Какое-то удивительное спокойствие охватило меня. Я обнял руками колени и склонил голову. И обрывки воспоминаний понеслись передо мной.
Многое можно вспомнить. Но бывают события, которые могут возникнуть как на экране, даже в цвете, будто кто-то показывает тебе кино. Может быть, когда-нибудь все, что есть у тебя на душе, можно будет записать на магнитную ленту. Но пока приходится обходиться без этого. Я закрыл глаза и начал смотреть кино своего детства.
Маленький глинобитный домик. Прихожая и спальня. Не знаю почему, но я уверен до сих пор, что этот домик красивее, теплее и просторнее всего, что я знаю и видел. Жило в нем восемь душ. И нам не было тесно! Теперь я удивляюсь: прошли годы, у меня у самого семья в пять человек, мы живем в трехкомнатной квартире с ванной и телефоном, но еле-еле мы в ней как-то размещаемся! В чем дело? Может быть, муравей объяснит эту загадку?
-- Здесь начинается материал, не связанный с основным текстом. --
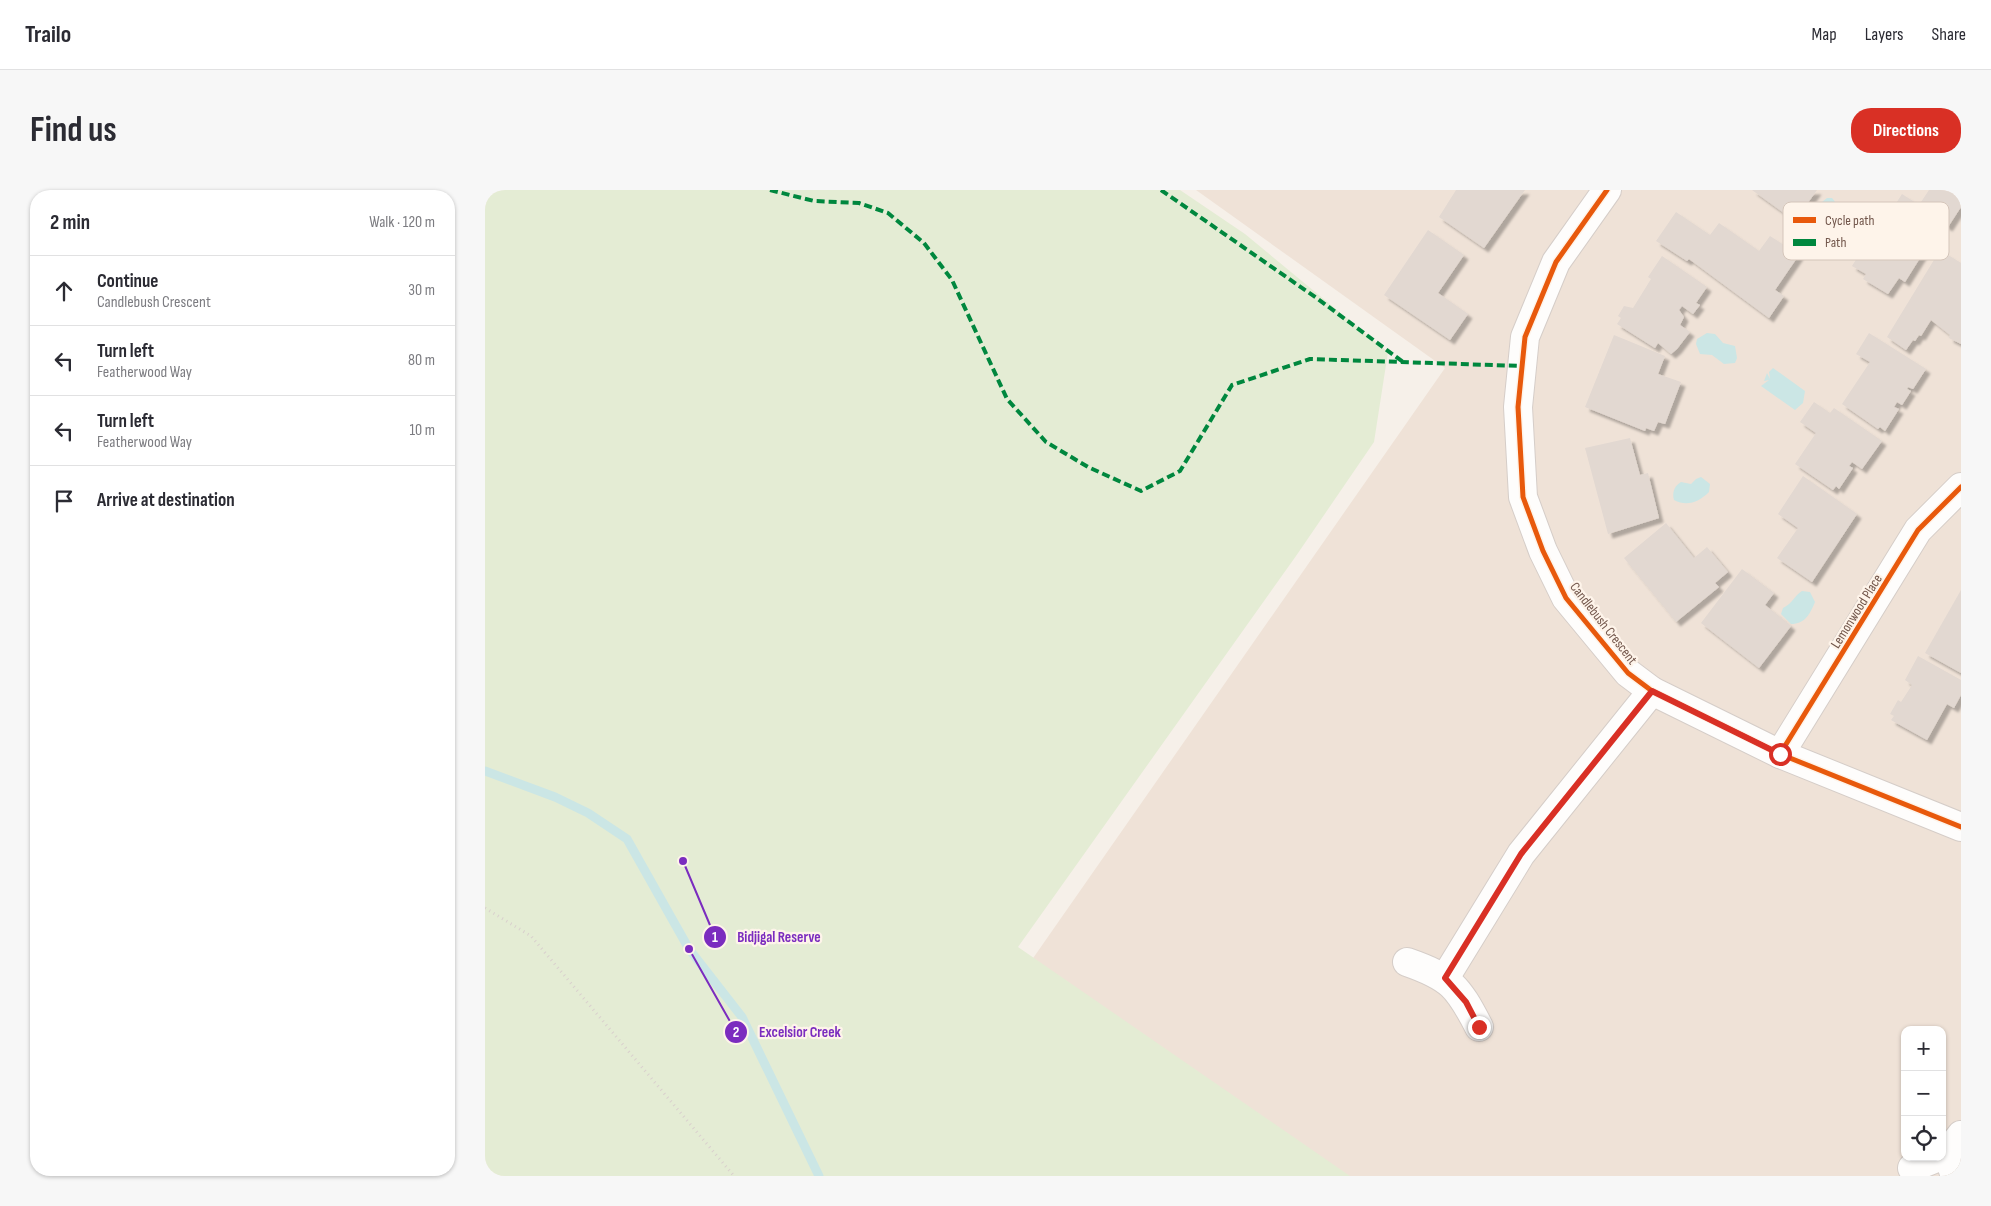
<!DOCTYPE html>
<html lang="en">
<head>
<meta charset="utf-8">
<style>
	body { margin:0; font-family:"Sofia Sans Condensed",sans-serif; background:#f7f7f7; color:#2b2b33 }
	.controls { position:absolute; right:15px; bottom:15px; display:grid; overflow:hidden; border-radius:10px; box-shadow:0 1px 4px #0004 }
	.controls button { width:45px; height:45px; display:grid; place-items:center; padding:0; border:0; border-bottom:1px solid #e1e1e2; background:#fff; color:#2b2b33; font:25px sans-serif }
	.stop { position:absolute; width:15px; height:15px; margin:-11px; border:4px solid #d93025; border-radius:50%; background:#fff }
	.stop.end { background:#d93025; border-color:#fff; box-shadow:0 1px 5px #0008 }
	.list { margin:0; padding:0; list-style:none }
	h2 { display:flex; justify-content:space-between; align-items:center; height:65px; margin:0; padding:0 20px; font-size:21px }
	h2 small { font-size:16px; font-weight:400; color:#7c7c81 }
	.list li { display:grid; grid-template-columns:32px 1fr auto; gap:15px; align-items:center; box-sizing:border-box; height:70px; padding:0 20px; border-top:1px solid #e1e1e2 }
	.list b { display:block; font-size:19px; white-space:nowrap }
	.list p { margin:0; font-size:16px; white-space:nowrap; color:#7c7c81 }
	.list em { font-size:16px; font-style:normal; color:#7c7c81 }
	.icon { flex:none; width:28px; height:28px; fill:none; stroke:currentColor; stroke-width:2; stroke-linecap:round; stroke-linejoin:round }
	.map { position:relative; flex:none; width:1476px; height:986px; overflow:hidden; border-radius:20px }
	header { display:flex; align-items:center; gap:30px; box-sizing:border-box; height:70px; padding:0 25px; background:#fff; border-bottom:1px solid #e1e1e2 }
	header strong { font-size:24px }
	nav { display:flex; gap:28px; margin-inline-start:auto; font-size:18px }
	.intro { display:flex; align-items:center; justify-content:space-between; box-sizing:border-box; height:120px; padding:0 30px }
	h1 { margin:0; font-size:35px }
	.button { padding:12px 22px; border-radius:20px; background:#d93025; color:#fff; font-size:18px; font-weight:700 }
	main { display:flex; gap:30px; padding:0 30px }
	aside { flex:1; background:#fff; border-radius:20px; box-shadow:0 1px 4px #0004 }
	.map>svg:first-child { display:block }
	.residential { fill:#efe2d7; fill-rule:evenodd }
	.green { fill:#e4ecd4 }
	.water { fill:#cbe6e5 }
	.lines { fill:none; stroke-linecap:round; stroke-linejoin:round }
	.stream { stroke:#cbe6e5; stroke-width:9 }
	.building { fill:#e2d8d1; filter:url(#shadow) }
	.minor-casing { stroke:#d5cdc8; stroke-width:30 }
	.path { stroke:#d9d0cd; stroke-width:3; stroke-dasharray:1 4; stroke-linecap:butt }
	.minor { stroke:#fefdfc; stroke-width:28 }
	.quiet { stroke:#00873e; stroke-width:4; stroke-dasharray:8 4; stroke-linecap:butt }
	.cycleway-casing { stroke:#fef4ea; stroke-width:8 }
	.cycleway { stroke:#e8590c; stroke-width:5 }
	.route { stroke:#d93025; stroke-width:6 }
	.labels { text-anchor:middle; stroke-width:4.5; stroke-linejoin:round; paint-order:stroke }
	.street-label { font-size:14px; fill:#72564b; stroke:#fef4ea }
	.key { fill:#fef4ea; stroke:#d4c5ba; stroke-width:1 }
	.key-label { font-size:14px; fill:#72564b }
	.leader { fill:none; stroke:#7b2cbf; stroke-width:2 }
	.callout-dot { fill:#7b2cbf; stroke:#fef4ea; stroke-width:2 }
	.mark-label { font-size:15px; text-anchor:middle; font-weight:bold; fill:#fff }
	.callout-label { font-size:15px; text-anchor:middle; font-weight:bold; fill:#7b2cbf; stroke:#fef4ea; stroke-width:4.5; stroke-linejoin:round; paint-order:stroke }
</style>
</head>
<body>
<header>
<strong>Trailo</strong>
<nav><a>Map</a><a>Layers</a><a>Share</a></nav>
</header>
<div class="intro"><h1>Find us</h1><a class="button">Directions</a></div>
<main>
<aside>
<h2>2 min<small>Walk · 120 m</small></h2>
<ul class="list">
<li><svg class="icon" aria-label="ahead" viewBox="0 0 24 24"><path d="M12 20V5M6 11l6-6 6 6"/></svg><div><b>Continue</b><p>Candlebush Crescent</p></div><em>30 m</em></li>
<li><svg class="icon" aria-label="left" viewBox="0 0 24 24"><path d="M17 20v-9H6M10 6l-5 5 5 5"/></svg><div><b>Turn left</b><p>Featherwood Way</p></div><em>80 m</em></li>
<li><svg class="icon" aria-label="left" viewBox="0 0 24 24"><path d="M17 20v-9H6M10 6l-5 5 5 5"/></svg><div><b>Turn left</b><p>Featherwood Way</p></div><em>10 m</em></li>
<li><svg class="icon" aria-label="arrive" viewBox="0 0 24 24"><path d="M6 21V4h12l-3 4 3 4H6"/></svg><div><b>Arrive at destination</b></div></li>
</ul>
</aside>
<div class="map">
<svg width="1476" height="986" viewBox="0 0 1476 986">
	<defs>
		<filter id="shadow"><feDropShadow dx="4.5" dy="4.5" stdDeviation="1" flood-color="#0004"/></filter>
	</defs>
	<rect width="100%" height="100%" fill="#f6f0e9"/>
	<path class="residential" d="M711 0H1476V986H817L537 784 960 178ZM1420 840H1457V967H1420Z"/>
	<path class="green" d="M0 0H695L760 44 903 162 889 252 811 366 533 757 865 986H0Z"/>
	<g class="water">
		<path d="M1342 8H1347C1363 24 1333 38 1320 39L1317 36 1315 29 1319 21 1332 16Z"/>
		<path d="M1222 143 1230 144 1238 153 1250 156 1252 168 1250 173 1239 174 1227 165 1215 164 1211 154 1212 149Z"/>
		<path d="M1288 178 1320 201 1318 213 1310 220 1276 196 1284 190 1279 191 1282 183 1285 189 1284 182Z"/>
		<path d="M1216 287 1225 294 1224 302C1214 312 1202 317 1189 310 1187 303 1189 296 1196 292L1206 294 1211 289Z"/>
		<path d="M1317 401 1325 402 1330 412C1325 424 1320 434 1306 434L1296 424 1298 418C1308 413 1309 406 1317 401Z"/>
	</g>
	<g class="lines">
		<path class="stream" d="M0 581 70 607 103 623 142 649 204 759 257 827 334 986"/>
	</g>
	<g class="building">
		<path d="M971 0H1040L999 58 954 27Z"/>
		<path d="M1267 0H1332L1310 31Z"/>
		<path d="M1444 0H1476V17L1463 37 1457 33 1420 92 1414 88 1403 104 1378 89 1381 84 1367 76 1396 30 1399 32 1417 4 1434 15Z"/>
		<path d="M1191 22 1225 45 1234 33 1274 61 1285 46 1314 65 1290 100 1299 106 1284 128 1204 69 1202 71 1171 51Z"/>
		<path d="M943 40 979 65 953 103 983 124 965 150 899 105Z"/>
		<path d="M1455 60 1476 73V154L1464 148 1465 145 1446 130 1436 146 1434 145 1430 151 1428 150 1421 160 1402 147Z"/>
		<path d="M1177 66 1222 97 1211 113 1215 115 1208 124 1197 116 1194 120 1199 127 1195 135 1205 142 1192 159 1186 164 1173 153 1170 158 1132 134 1136 128 1133 126 1139 116 1148 118 1166 89 1163 87Z"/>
		<path d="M1384 143 1441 179 1428 199 1423 197 1422 199 1426 201 1417 215 1412 212 1409 217 1414 219 1400 241 1395 237 1393 239 1357 214 1385 172 1371 164Z"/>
		<path d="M1129 145 1180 166 1173 184 1196 192 1180 234 1173 232 1169 241 1161 238 1160 241 1100 217Z"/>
		<path d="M1329 212 1345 223 1349 218 1397 251 1377 279 1367 272 1364 276 1368 278 1354 299 1351 296 1348 300 1310 274 1331 243 1315 232Z"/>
		<path d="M1145 248 1155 285 1163 283 1174 328 1123 344 1100 258Z"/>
		<path d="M1318 286 1372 324 1327 392 1292 368 1313 338 1293 324Z"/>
		<path d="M1181 333 1209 368 1222 357 1243 382 1230 393 1234 397 1191 432 1139 368Z"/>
		<path d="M1257 379 1289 403 1280 415 1306 436 1274 478 1216 433Z"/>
		<path d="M1476 400V483L1440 463Z"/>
		<path d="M1433 466 1476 490V505L1469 518 1462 514 1442 550 1406 530 1409 526 1405 524 1413 510 1416 512 1427 495 1420 490Z"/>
	</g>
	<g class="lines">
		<g class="minor-casing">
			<g id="minor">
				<path d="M1122 0 1071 72 1040 147 1033 217 1038 307 1058 361 1081 408 1143 483 1167 501 1295 564 1476 637"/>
				<path d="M1295 564 1433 340 1476 297"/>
				<path d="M922 772C965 787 973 796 994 837"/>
				<path d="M960 788 1036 664 1167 501"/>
				<path d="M1462 963 1470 986"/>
				<path d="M1457 966 1462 963 1476 945"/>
				<path d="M1427 978 1454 967"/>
			</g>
		</g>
		<path class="path" d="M0 718 46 746 249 986"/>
		<use href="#minor" class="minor"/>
		<g class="quiet">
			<path d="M285 0 329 11 374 13 403 23 439 53 467 90 522 209 561 252 603 277 656 301 695 281 747 195 825 169 1037 176"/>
			<path d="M676 0 833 109 918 172"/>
		</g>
		<g class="cycleway-casing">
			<g id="cycleway">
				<path d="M1122 0 1071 72 1040 147 1033 217 1038 307 1058 361 1081 408 1143 483 1167 501 1295 564 1476 637"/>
				<path d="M1295 564 1433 340 1476 297"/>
			</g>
		</g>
		<use href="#cycleway" class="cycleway"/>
	</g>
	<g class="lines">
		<path class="route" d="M994 837 981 812 960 788 1036 664 1167 501 1295 564"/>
	</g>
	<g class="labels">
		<g class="street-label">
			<text transform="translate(1371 421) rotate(-58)" y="5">Lemonwood Place</text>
			<text transform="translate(1119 433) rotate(52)" y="5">Candlebush Crescent</text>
		</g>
	</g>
	<rect x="1298" y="12" width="166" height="58" rx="8" class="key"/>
	<rect x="1308" y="27" width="23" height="6" fill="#e8590c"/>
	<rect x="1308" y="49" width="23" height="7" fill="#00873e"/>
	<g class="key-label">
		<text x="1340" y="35">Cycle path</text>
		<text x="1340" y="57">Path</text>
	</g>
	<path class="leader" d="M198 671L230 747M204 759L251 842"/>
	<g class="callout-dot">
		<circle cx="198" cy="671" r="5"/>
		<circle cx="204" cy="759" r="5"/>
		<circle cx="230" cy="747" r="12"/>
		<circle cx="251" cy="842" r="12"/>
	</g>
	<g class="mark-label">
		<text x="230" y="752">1</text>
		<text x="251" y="847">2</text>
	</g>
	<g class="callout-label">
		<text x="294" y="752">Bidjigal Reserve</text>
		<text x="315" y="847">Excelsior Creek</text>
	</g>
</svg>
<div class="controls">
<button>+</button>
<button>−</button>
<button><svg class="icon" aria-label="locate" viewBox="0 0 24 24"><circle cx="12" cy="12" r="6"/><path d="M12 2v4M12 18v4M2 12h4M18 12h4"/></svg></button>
</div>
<div class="stop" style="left:1295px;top:564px"></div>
<div class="stop end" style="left:994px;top:837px"></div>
</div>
</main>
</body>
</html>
— Ты оторвался от земли, — тихо говорит мне друг-муравей. — А кто не чувствует земли — тому и в небе покажется тесно.
«Пожалуй, он прав, — думаю я. — Вот вчера моя дочка нарисовала на обоях солнце. И сколько жена ее ругала! А я в этом возрасте? Мне тоже было шесть лет. Я выцарапал на стене нашего дома свое имя — этому меня научили старшие братья. Когда это увидела моя мать, она улыбнулась и сказала мне: «Мальчик мой, а ведь стенка-то живая! И как же ей, наверно, больно!» И я, маленький совсем человек, от этих слов опомнился, и в душе моей родилось чувство жалости. Даже теперь, когда я вижу исцарапанные, изрезанные стены, душа моя сжимается. Как мне хочется, чтобы такое же чувство появилось и у моих детей! Но такие чувства не возникают сами по себе. Для этого нужно уметь любить все сущее, весь мир. А если человек не понимает, что это такое, надо разбудить его. Вот какие мысли мучают меня по ночам. Я уверен: если у человека нет милосердия, он способен на любое преступление.
А мир… мироздание. С какого времени я начал его осознавать? Не помню. Нет, пожалуй помню. Только один день. Пленительный, длинный и волшебный день моей жизни, когда я был так безмятежно счастлив.
…Берег горной реки. Рядом — желтая степь. Мальчику одиннадцать лет. У него черные глаза и побуревшие, выгоревшие на солнце волосы. Он косит горную полынь «дикий веник». Чуть поодаль бродит ишак, маленький, длинноухий, с круглыми детскими глазами.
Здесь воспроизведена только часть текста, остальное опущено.